Toplam 2 sezonda yayınlanan 3’er bölümden oluşan dizi, teknolojinin kontrolsüz gelişimi sonucunda yaşanabilecek örneklerle dolu.
Yapımcı Charlie Brooker bir süre önce, üçüncü sezon için elinde yeterli materyalin bulunduğunu, onay verilmesini beklediğini açıkladı. Aslında bir röportajda dizinin verdiği mesajı çok güzel açıklamış 🙂 “Teknoloji bir uyuşturucuysa yan etkileri de olmalı. Dizi hoşnutluk ve huzursuzluk veren bir alanda bulunuyor.” Black Mirror aslında bağımlısı olduğumuz; avuç içimizde, duvarımızda, masamızda bizi karşılayan parlak ekran.

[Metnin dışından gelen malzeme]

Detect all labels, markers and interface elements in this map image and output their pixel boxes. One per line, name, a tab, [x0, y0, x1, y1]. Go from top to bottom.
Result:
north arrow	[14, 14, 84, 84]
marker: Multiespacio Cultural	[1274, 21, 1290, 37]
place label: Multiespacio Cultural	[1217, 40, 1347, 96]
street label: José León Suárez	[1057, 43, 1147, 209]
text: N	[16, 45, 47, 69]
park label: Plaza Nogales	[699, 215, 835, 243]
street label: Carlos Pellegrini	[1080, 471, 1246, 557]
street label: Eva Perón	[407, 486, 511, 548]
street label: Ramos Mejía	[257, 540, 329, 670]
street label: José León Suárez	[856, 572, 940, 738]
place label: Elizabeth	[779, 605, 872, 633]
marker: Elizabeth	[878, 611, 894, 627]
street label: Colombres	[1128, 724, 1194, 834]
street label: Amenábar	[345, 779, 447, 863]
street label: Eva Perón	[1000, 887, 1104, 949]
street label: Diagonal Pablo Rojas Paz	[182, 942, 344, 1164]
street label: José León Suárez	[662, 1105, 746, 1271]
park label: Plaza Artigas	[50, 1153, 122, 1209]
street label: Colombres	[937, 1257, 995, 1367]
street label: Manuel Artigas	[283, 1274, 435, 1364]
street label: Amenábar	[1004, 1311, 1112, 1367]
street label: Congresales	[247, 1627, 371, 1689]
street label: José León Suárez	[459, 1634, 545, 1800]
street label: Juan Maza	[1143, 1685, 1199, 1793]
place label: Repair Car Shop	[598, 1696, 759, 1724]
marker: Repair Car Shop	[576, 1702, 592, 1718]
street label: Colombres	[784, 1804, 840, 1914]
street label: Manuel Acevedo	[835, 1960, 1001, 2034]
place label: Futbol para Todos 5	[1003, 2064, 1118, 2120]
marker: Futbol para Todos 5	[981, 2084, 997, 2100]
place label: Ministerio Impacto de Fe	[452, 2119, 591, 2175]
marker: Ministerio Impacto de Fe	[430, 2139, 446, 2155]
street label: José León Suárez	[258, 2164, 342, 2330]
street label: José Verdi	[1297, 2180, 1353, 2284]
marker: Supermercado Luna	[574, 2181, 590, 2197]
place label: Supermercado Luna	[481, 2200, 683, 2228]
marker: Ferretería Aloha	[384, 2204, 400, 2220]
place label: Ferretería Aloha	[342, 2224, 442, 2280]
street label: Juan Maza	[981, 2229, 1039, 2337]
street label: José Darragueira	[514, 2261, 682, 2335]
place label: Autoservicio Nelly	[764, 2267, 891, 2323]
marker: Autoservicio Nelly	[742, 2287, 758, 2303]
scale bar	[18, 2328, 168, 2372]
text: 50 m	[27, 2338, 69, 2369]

Her bölümü film tadında olan dizinin bölümlerine gelince;
İlk sezonun birinci bölümü “The National Anthem” adını taşıyor ve 44 dakika sürüyor. Kraliyet ailesinin genç ve gözde üyesinin kaçırılışı ile ülke karışıyor. Kaçırılma videosu youtube üzerinden bir virüs gibi hızla yayılmaya başlayınca halk ekranlara kilitleniyor. Serbest kalması için tek bir şart var ülkenin başbakanının bir domuzla fiziksel yakınlaşmasının televizyondan canlı yayınlanması.
Yönetmen Otto Bathurst
İlk sezonun ikinci bölümü “Fifteen Million Merits “ adını taşıyor ve 62 dakika sürüyor.

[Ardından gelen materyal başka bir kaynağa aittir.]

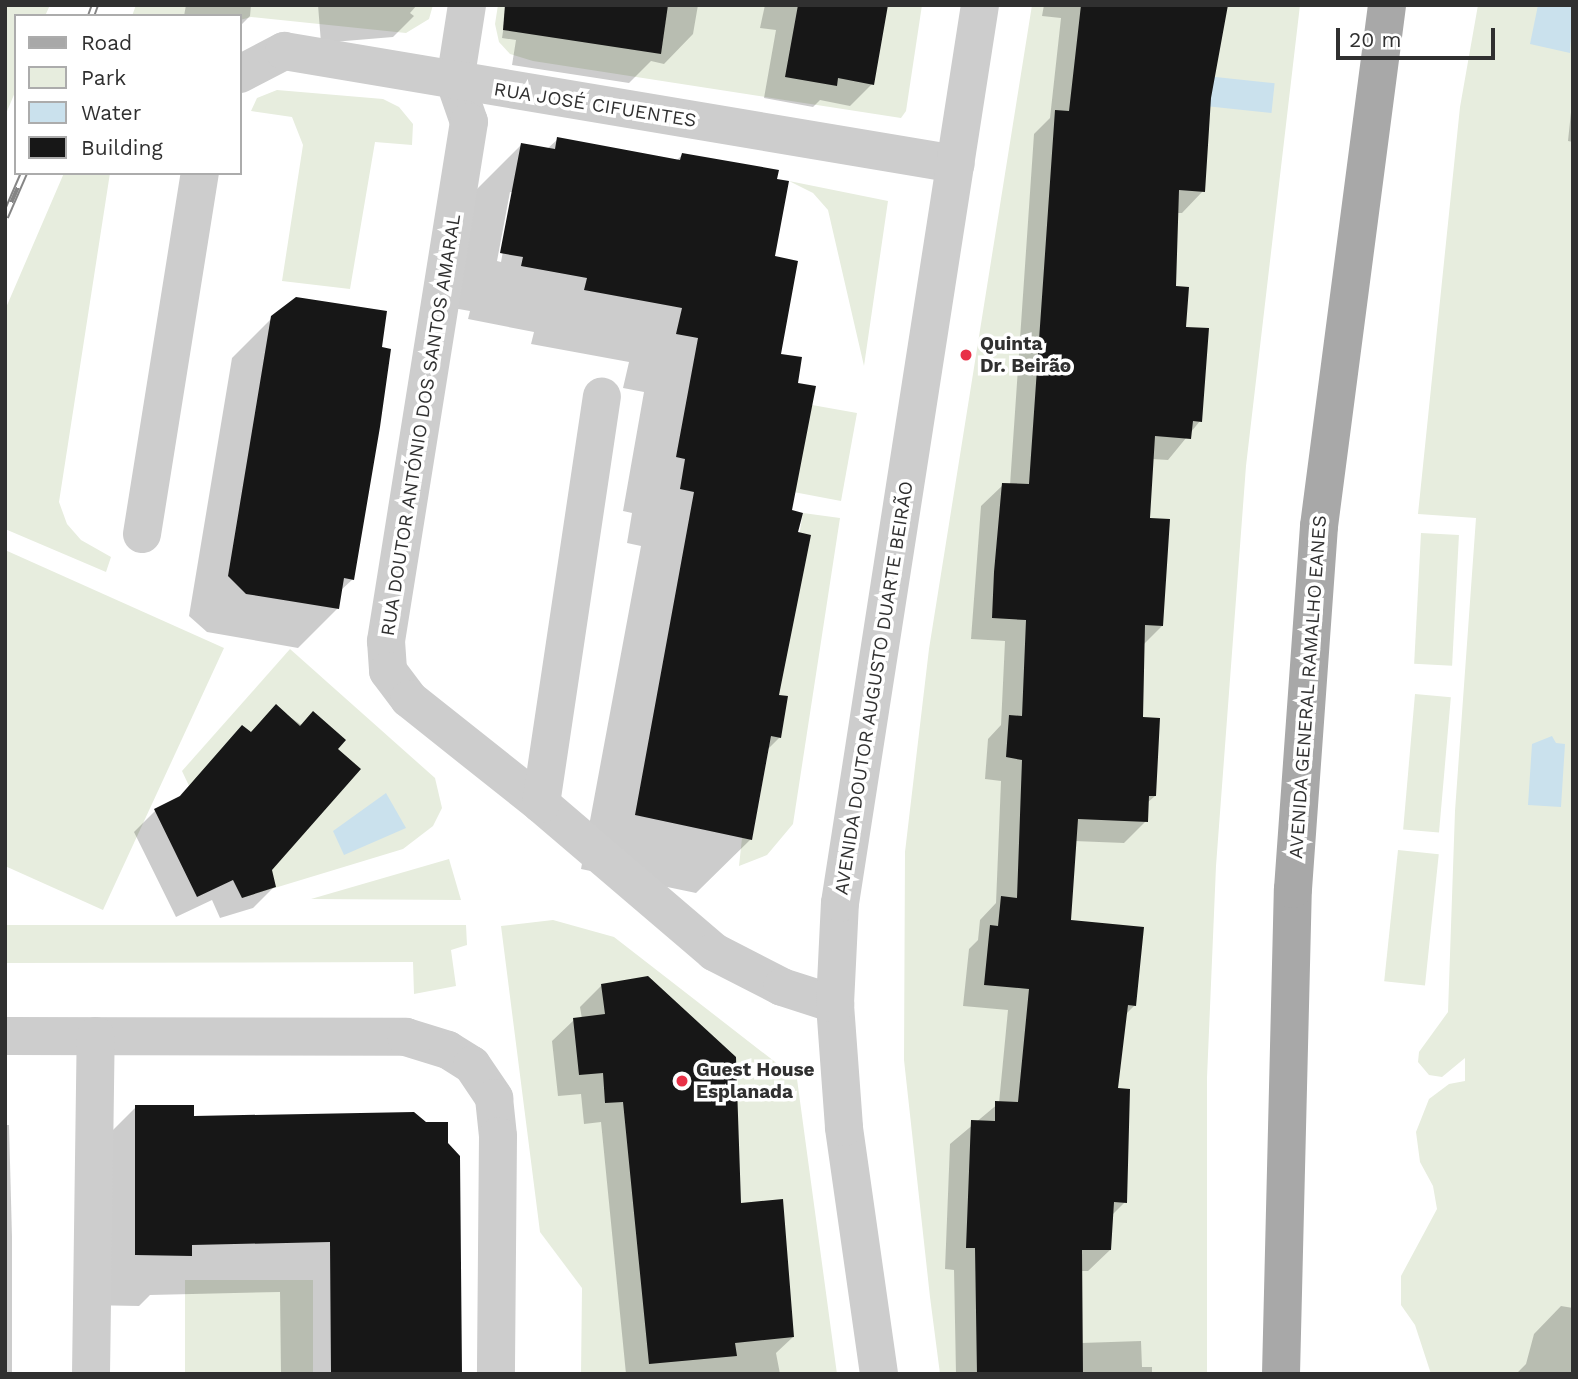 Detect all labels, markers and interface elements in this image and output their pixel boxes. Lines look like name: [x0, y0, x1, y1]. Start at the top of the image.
legend: [14, 14, 242, 175]
scale bar: [1340, 14, 1499, 58]
text: 20 m: [1349, 27, 1401, 52]
text: Road: [81, 30, 132, 55]
text: Park: [81, 65, 126, 90]
street label: RUA JOSÉ CIFUENTES: [492, 78, 698, 132]
text: Water: [81, 100, 141, 125]
text: Building: [81, 135, 163, 160]
street label: RUA DOUTOR ANTÓNIO DOS SANTOS AMARAL: [376, 211, 466, 639]
place label: Quinta Dr. Beirão: [980, 333, 1071, 377]
marker: Quinta Dr. Beirão: [958, 347, 974, 363]
street label: AVENIDA DOUTOR AUGUSTO DUARTE BEIRÃO: [830, 479, 918, 897]
street label: AVENIDA GENERAL RAMALHO EANES: [1285, 514, 1331, 860]
place label: Guest House Esplanada: [696, 1059, 815, 1103]
marker: Guest House Esplanada: [674, 1073, 690, 1089]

Gelecekte geçen bu bölümde herkes teknolojinin birer figüranı. Yaşayan herkes kondüson bisikletinde pedal çevirerek Merit adı verilen sanal paralardan kazanıyor. Yaşamları boyunca, yemek – içmek – izlemek – barınmak gibi tüm ihtiyaçlarını karşılamak için sisteme merit ödemeleri gerekiyor. Pedal çevirmedikleri zamanlarda küçük ama duvarları dev ekranlara dönüşen odalarda kalıyorlar. Kaldıkları odaların duvarları dev erkanlarla kaplı ve yayınlanan reklamları izlemedikleri zaman merit ödemek zorunda kalıyorlar. İnsanlar digital çağın avucunda bir kumandaya dönmüş. Yaşanabilecek aşk hikayesi bile rality şov tadında bir yarışmayla hüzünleniyor.
Yönetmen Euros Lyn
İlk sezonun üçüncü bölümü “The Entire History of You“ adını taşıyor. 48 dakikalık bu bölüm alternatif gerçeklik içeriğiyle nefis bir bilim kurgu. Hayatınızda yaşadığınız her anın kayıt altında tutulduğunu ve tüm hatıralarınızı tekrar tekrar izleyebildiğinizi düşünün, nasıl olurdu?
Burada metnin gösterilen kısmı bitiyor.